- **TO DO**
Print verbatim the lines from the beginning of the entries through the line containing "position:relative; flex:1; overflow:hidden", both ends included. Pictures should be left out.

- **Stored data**

[Start of section]

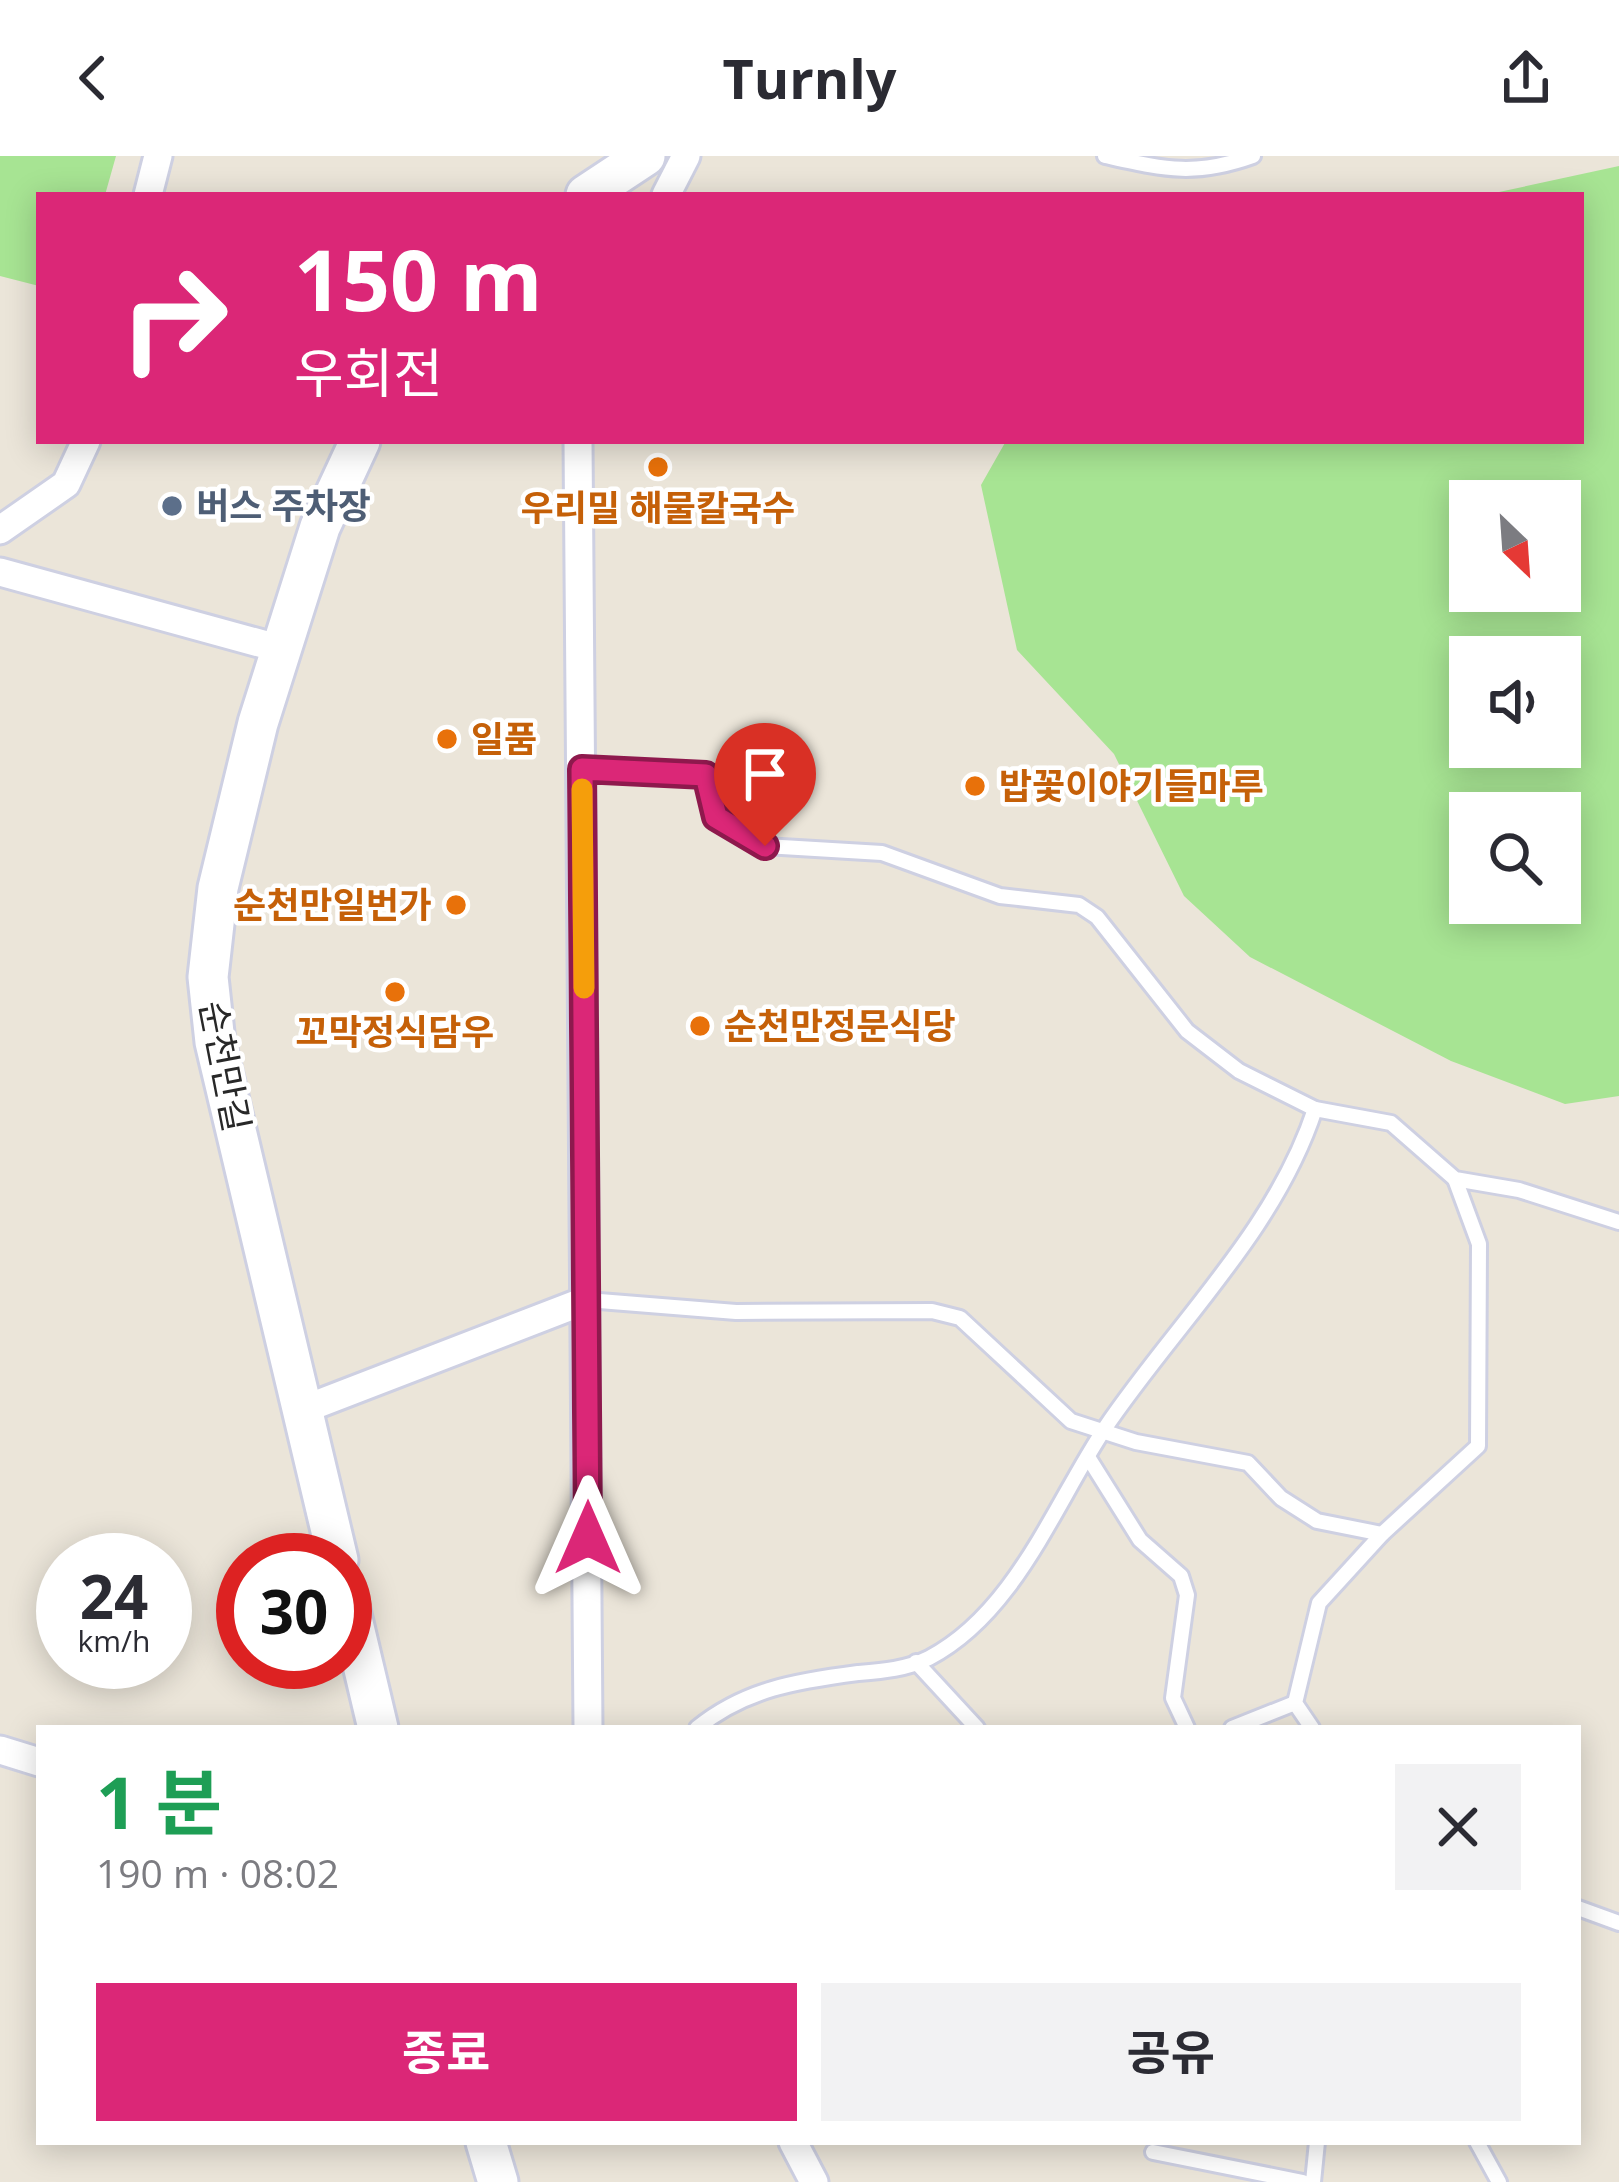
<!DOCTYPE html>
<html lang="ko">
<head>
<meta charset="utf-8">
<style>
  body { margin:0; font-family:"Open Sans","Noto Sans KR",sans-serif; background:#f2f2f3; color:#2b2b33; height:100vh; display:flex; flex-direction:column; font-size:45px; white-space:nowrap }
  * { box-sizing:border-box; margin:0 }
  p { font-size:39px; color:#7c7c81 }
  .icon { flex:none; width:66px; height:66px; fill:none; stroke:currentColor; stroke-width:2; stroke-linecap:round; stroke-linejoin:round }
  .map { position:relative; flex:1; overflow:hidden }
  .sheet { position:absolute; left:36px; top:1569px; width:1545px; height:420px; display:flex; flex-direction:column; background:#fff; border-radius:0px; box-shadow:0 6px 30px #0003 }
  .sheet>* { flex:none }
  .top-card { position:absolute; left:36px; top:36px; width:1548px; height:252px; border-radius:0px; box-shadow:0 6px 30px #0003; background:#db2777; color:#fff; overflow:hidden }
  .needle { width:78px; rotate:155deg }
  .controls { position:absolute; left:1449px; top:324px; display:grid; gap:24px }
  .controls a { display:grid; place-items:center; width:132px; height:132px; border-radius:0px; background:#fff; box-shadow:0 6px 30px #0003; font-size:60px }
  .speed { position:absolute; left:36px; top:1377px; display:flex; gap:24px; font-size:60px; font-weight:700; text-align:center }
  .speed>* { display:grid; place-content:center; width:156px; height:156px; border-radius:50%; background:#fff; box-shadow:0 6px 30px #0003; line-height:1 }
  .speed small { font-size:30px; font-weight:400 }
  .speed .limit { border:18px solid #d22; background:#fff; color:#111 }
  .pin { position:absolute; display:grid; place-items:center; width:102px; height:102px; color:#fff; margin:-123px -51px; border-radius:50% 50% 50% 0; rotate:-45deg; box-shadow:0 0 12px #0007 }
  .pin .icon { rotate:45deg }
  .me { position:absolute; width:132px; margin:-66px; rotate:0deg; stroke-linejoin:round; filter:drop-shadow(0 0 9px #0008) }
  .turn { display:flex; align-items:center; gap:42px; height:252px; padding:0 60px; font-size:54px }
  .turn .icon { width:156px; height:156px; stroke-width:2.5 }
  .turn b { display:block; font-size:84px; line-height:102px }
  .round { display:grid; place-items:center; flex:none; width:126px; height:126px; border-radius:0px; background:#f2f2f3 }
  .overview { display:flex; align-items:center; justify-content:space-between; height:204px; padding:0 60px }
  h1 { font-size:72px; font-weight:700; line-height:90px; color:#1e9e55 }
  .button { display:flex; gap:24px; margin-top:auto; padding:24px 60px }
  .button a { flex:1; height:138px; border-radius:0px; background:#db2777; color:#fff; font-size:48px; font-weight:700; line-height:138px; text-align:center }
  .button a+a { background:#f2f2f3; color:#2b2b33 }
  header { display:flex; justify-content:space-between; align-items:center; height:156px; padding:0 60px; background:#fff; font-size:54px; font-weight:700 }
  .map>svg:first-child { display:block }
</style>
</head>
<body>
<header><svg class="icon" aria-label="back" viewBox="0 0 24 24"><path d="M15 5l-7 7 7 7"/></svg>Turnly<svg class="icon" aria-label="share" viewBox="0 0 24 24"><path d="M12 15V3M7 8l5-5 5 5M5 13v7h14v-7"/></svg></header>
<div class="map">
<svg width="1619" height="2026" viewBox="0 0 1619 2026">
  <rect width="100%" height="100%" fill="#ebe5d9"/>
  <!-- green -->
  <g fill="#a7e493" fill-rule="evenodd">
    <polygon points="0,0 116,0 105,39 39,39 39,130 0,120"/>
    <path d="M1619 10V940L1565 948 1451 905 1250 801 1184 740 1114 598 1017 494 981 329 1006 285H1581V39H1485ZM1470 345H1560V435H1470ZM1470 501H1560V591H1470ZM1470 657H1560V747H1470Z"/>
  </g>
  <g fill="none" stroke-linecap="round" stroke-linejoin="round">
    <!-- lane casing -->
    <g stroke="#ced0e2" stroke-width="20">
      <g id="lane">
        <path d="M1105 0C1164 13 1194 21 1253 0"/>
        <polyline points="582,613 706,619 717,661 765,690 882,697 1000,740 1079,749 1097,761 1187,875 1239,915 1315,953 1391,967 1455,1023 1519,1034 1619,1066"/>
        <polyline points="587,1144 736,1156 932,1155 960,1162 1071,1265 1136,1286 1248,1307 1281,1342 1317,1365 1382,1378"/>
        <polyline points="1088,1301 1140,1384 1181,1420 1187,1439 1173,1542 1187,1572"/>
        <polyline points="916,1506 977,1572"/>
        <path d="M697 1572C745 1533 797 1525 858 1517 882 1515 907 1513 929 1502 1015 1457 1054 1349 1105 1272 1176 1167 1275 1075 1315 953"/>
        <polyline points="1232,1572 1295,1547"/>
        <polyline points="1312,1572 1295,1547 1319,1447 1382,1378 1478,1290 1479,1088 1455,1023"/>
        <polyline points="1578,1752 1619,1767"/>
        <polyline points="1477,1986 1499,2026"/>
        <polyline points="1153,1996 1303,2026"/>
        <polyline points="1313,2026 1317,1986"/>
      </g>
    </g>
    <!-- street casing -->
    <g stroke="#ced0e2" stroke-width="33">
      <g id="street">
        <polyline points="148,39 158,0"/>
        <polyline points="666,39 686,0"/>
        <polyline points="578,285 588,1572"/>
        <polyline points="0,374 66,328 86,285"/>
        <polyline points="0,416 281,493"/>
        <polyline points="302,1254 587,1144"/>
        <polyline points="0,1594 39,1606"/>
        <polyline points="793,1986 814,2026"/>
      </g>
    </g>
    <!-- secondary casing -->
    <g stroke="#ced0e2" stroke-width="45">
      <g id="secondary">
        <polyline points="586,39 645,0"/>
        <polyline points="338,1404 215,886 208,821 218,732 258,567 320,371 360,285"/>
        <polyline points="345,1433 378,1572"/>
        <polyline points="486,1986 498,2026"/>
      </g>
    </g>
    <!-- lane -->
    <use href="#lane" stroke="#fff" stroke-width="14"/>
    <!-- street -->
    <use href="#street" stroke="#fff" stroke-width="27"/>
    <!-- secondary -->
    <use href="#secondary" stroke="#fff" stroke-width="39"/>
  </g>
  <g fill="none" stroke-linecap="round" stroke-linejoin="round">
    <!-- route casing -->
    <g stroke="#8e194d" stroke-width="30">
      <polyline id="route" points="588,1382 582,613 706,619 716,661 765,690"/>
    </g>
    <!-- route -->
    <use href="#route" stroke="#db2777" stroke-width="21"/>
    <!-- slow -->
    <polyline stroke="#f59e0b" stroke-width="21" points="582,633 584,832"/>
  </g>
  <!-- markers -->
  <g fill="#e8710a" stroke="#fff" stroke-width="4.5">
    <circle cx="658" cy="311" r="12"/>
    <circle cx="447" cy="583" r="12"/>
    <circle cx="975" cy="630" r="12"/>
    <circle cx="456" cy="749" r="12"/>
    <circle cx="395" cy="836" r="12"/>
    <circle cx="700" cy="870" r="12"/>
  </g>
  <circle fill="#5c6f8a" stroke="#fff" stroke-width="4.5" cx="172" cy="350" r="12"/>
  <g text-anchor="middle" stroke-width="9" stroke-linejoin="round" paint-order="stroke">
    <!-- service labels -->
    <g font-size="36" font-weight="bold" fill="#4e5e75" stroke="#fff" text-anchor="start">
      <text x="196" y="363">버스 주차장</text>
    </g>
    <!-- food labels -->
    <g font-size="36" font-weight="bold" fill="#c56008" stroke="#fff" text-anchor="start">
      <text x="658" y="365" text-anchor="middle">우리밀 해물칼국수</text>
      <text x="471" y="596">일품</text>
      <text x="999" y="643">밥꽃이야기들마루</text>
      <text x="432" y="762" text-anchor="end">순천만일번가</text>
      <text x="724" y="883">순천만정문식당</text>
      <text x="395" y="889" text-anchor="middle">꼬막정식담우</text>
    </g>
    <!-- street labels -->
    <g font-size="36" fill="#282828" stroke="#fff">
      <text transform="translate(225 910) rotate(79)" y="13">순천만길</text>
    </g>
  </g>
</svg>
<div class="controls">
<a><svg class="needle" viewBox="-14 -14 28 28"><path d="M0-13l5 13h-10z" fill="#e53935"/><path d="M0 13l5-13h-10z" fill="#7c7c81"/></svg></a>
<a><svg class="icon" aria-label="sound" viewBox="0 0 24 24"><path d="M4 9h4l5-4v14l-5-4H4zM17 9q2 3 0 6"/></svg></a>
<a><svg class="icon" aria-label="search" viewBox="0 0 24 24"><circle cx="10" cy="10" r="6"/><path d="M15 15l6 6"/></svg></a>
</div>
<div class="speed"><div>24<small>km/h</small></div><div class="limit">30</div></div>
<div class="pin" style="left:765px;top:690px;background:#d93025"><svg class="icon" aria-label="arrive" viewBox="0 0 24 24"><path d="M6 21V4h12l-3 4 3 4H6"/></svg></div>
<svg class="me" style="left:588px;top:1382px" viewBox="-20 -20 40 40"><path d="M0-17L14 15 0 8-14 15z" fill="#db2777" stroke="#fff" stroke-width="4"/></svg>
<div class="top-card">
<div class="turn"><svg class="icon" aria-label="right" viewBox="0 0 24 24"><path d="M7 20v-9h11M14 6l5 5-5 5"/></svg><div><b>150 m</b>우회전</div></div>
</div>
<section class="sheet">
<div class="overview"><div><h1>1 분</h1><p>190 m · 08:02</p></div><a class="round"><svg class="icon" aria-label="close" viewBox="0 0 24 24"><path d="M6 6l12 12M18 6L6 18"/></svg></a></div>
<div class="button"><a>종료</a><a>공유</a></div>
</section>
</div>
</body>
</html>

[End of section]

- **PROBLEM SOLUTION**
<!DOCTYPE html>
<html lang="ko">
<head>
<meta charset="utf-8">
<style>
  body { margin:0; font-family:"Open Sans","Noto Sans KR",sans-serif; background:#f2f2f3; color:#2b2b33; height:100vh; display:flex; flex-direction:column; font-size:45px; white-space:nowrap }
  * { box-sizing:border-box; margin:0 }
  p { font-size:39px; color:#7c7c81 }
  .icon { flex:none; width:66px; height:66px; fill:none; stroke:currentColor; stroke-width:2; stroke-linecap:round; stroke-linejoin:round }
  .map { position:relative; flex:1; overflow:hidden }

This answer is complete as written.